Word for word, restate the lines of the material below from its first line through the one containing "ctx.font = font". Omit the rest.

DATA FOR ANALYSIS ::
┄┄┄┄┄┄
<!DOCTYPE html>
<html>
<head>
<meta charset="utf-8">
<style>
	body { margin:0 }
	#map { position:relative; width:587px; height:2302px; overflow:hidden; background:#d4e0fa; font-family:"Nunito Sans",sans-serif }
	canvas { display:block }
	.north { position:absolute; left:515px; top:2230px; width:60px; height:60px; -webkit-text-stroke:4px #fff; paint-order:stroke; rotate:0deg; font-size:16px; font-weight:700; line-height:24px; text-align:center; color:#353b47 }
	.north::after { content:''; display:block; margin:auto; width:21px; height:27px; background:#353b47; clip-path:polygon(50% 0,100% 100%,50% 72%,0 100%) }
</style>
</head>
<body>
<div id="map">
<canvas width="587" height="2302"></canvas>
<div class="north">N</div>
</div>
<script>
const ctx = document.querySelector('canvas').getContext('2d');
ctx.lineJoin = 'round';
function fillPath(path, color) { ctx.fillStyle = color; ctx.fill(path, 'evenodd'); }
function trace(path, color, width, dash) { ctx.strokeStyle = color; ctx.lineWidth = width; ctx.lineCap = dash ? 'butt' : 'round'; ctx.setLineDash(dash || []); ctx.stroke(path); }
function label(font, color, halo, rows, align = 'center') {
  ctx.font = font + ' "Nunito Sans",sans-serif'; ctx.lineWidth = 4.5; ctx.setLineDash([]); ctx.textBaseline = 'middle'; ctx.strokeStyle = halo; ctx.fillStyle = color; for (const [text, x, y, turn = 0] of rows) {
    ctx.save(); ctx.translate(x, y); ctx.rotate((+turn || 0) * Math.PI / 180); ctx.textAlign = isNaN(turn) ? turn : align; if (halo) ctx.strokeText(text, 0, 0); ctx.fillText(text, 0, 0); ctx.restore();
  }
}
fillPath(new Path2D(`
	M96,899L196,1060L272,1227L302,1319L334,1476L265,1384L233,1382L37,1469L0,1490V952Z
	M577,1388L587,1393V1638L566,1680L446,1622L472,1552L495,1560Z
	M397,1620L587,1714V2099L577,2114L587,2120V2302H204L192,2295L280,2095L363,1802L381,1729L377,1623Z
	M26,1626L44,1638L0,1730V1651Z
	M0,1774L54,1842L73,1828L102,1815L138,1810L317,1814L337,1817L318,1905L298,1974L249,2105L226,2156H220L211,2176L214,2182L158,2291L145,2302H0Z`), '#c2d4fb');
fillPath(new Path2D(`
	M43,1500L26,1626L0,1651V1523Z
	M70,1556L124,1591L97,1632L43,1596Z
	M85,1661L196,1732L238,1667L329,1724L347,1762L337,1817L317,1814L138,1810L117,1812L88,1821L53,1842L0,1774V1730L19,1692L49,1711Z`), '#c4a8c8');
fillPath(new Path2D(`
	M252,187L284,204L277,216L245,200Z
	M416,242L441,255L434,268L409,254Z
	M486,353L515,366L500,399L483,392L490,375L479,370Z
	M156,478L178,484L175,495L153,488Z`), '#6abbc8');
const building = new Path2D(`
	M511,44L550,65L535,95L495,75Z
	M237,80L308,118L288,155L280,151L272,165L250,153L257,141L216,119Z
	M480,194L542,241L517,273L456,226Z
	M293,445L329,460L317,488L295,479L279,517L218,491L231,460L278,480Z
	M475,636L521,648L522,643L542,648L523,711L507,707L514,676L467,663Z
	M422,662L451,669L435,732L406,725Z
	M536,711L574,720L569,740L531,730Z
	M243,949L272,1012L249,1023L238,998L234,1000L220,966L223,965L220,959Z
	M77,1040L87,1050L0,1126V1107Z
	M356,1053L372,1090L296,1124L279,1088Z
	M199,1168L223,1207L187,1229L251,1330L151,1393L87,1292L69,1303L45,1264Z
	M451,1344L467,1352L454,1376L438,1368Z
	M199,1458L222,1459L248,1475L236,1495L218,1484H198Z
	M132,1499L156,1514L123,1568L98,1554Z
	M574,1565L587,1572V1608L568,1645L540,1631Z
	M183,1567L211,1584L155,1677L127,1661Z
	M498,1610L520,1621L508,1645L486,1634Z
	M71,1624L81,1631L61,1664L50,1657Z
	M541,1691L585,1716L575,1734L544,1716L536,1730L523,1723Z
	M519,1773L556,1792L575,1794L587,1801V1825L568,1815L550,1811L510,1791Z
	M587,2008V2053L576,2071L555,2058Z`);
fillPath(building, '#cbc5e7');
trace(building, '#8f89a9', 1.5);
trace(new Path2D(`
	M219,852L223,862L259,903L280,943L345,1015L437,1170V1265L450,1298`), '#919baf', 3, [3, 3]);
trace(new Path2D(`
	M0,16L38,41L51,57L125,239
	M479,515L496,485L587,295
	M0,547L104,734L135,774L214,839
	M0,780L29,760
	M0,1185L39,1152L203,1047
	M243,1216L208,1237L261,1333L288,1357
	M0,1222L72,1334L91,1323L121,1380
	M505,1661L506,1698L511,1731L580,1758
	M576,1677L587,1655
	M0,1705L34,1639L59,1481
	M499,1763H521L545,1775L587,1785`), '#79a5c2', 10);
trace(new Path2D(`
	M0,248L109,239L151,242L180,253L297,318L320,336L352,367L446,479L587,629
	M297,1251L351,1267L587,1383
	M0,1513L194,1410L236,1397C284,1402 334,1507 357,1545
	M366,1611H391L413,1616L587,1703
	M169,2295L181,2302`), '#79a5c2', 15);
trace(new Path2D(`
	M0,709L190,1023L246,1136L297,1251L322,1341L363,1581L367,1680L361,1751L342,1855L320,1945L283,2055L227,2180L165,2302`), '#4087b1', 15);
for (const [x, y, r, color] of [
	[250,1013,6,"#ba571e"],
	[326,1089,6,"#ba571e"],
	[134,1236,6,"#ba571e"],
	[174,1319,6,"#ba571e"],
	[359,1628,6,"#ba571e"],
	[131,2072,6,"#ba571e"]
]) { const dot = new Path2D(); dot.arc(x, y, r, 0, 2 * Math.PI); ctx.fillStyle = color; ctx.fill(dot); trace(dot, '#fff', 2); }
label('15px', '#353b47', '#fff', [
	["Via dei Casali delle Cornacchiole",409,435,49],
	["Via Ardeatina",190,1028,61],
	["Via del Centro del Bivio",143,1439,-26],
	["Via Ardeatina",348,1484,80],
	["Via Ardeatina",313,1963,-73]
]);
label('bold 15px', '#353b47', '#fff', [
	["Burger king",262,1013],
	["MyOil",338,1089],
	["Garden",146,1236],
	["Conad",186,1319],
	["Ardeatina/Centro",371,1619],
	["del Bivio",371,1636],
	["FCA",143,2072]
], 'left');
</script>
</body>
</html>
┄┄┄┄┄┄
ANSWER SPACE ::
<!DOCTYPE html>
<html>
<head>
<meta charset="utf-8">
<style>
	body { margin:0 }
	#map { position:relative; width:587px; height:2302px; overflow:hidden; background:#d4e0fa; font-family:"Nunito Sans",sans-serif }
	canvas { display:block }
	.north { position:absolute; left:515px; top:2230px; width:60px; height:60px; -webkit-text-stroke:4px #fff; paint-order:stroke; rotate:0deg; font-size:16px; font-weight:700; line-height:24px; text-align:center; color:#353b47 }
	.north::after { content:''; display:block; margin:auto; width:21px; height:27px; background:#353b47; clip-path:polygon(50% 0,100% 100%,50% 72%,0 100%) }
</style>
</head>
<body>
<div id="map">
<canvas width="587" height="2302"></canvas>
<div class="north">N</div>
</div>
<script>
const ctx = document.querySelector('canvas').getContext('2d');
ctx.lineJoin = 'round';
function fillPath(path, color) { ctx.fillStyle = color; ctx.fill(path, 'evenodd'); }
function trace(path, color, width, dash) { ctx.strokeStyle = color; ctx.lineWidth = width; ctx.lineCap = dash ? 'butt' : 'round'; ctx.setLineDash(dash || []); ctx.stroke(path); }
function label(font, color, halo, rows, align = 'center') {
  ctx.font = font + ' "Nunito Sans",sans-serif'; ctx.lineWidth = 4.5; ctx.setLineDash([]); ctx.textBaseline = 'middle'; ctx.strokeStyle = halo; ctx.fillStyle = color; for (const [text, x, y, turn = 0] of rows) {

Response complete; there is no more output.